Foto do author Nicolau  da Rocha Cavalcanti

Nossa particular posição na vida – nossa educação familiar, nossa formação acadêmica, nossa experiência profissional, nossas convicções, nossas crenças, nossas leituras, nossos amigos, nossas viagens, nossos afetos, nossos hobbies, nossas decisões e tudo mais que vamos vivendo – confere-nos uma determinada visão do mundo e da vida. Trata-se de um fenômeno incrível. Seja qual for sua origem ou formação, cada um tem em si algo que nenhuma outra pessoa tem: um específico conhecimento, uma particular percepção do mundo e da vida.

Ao mesmo tempo, isso significa que cada um de nós tem também seus pontos cegos. Aquilo que, por força da nossa particular posição na vida, temos mais dificuldade de ver. Não é uma questão de má vontade. É uma realidade decorrente de um fato inexorável: vemos o mundo e a vida a partir de um determinado ponto de vista. Nosso campo de visão não abarca tudo. Sozinhos não vemos tudo – e isso é um dos fundamentos da importância do jornalismo e da literatura para uma compreensão madura do mundo e da vida. Assim como o diálogo com pessoas de diferentes culturas e formações, a leitura de jornais e de livros nos coloca em contato com outras percepções e sensibilidades. Por meio do olhar dos outros, ampliamos o nosso próprio olhar.

Existem os pontos cegos individuais e existem também os coletivos, oriundos de situações específicas compartilhadas por um grupo de pessoas, como o trabalho profissional, as preferências culturais, a orientação política ou a posição familiar e social. Eles são ainda mais difíceis de serem detectados, pois as pessoas com quem convivemos na vida diária têm habitualmente os mesmos pontos cegos coletivos que nós. Nesse caso, as percepções falhas reforçam-se mutuamente, estabilizam-se, ganham ares de consenso.
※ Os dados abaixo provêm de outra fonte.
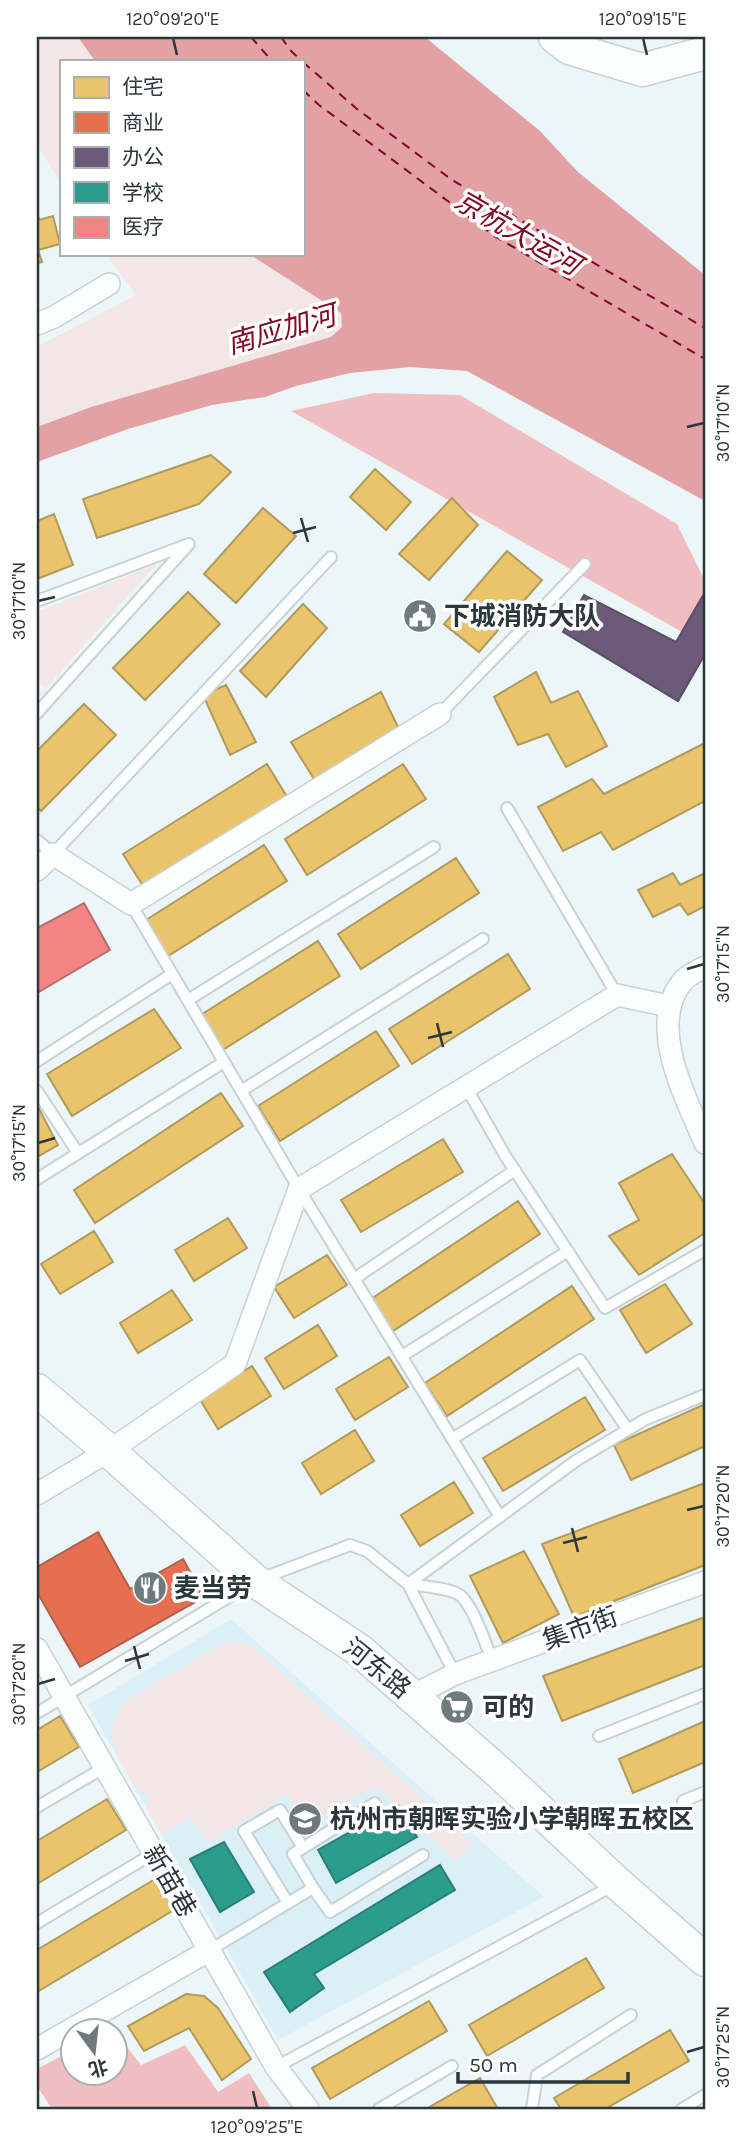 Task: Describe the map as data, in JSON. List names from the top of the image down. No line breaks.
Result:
{"streets":{"main road":["河东路"],"street":["集市街","新苗巷"]},"crossings":[["集市街","河东路"]],"water":["京杭大运河","南应加河"],"places":{"public building":["下城消防大队"],"restaurant":["麦当劳"],"supermarket":["可的"],"school or university":["杭州市朝晖实验小学朝晖五校区"]},"legend":["住宅","商业","办公","学校","医疗"],"scale_bar":"50 m","north":"bottom","coordinates":["120°09'20\"E","120°09'15\"E","30°17'10\"N","30°17'15\"N","30°17'20\"N","30°17'25\"N","120°09'25\"E"]} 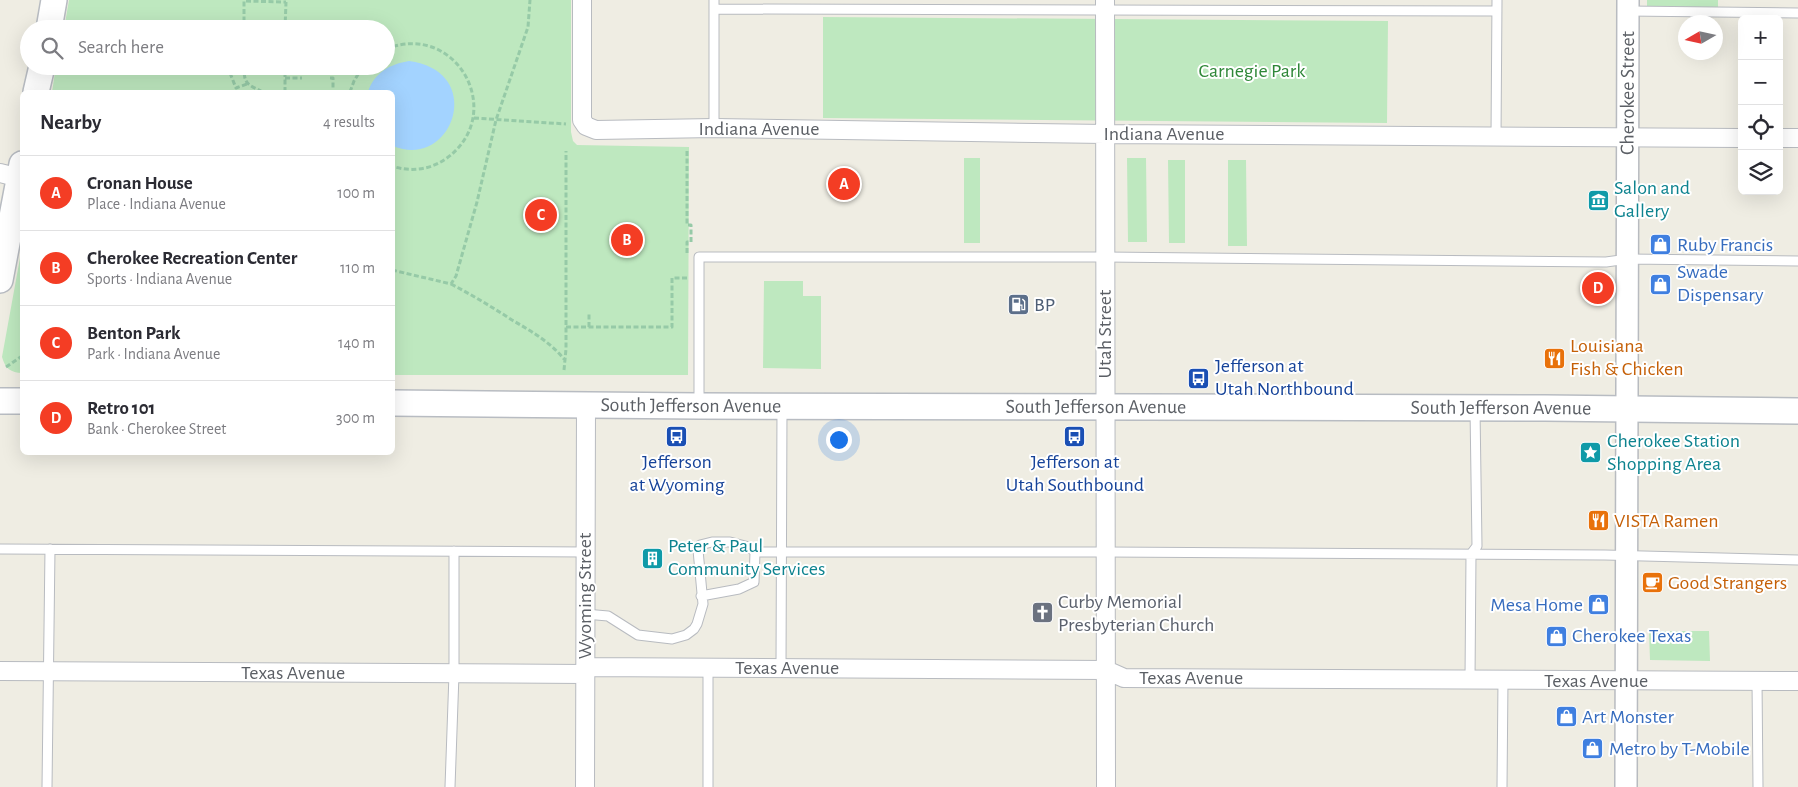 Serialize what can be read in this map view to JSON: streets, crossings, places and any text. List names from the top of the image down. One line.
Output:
{"streets":{"main road":["South Jefferson Avenue"],"street":["Cherokee Street","Indiana Avenue","Utah Street","Wyoming Street","Texas Avenue"]},"crossings":[["Cherokee Street","Indiana Avenue"],["Cherokee Street","South Jefferson Avenue"],["Cherokee Street","Texas Avenue"],["Indiana Avenue","Utah Street"],["Utah Street","South Jefferson Avenue"],["Utah Street","Texas Avenue"],["South Jefferson Avenue","Wyoming Street"],["Wyoming Street","Texas Avenue"]],"parks":["Carnegie Park"],"places":{"museum":["Salon and Gallery"],"shop":["Ruby Francis","Swade Dispensary","Mesa Home","Cherokee Texas","Art Monster","Metro by T-Mobile"],"fuel station":["BP"],"restaurant":["Louisiana Fish & Chicken","VISTA Ramen"],"bus stop":["Jefferson at Utah Northbound","Jefferson at Wyoming","Jefferson at Utah Southbound"],"place":["Cherokee Station Shopping Area"],"building":["Peter & Paul Community Services"],"cafe":["Good Strangers"],"church":["Curby Memorial Presbyterian Church"]},"north":"left","page":{"map_buttons":["+","−"],"search":"Search here","heading":["Nearby","4 results"],"list":[{"mark":"A","name":"Cronan House","note":"Place · Indiana Avenue","value":"100 m"},{"mark":"B","name":"Cherokee Recreation Center","note":"Sports · Indiana Avenue","value":"110 m"},{"mark":"C","name":"Benton Park","note":"Park · Indiana Avenue","value":"140 m"},{"mark":"D","name":"Retro 101","note":"Bank · Cherokee Street","value":"300 m"}],"pins":["A","C","B","D"]}}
Insisto: não é uma questão de má vontade, como se não quiséssemos ver. Ela está em outra camada, mais profunda, mais arraigada: não rejeitamos voluntariamente ampliar o nosso conhecimento, apenas temos plena convicção de que as coisas são do jeito que percebemos. No entanto, mesmo não sendo intencionais, esses pontos cegos coletivos geram consequências negativas sobre toda a sociedade.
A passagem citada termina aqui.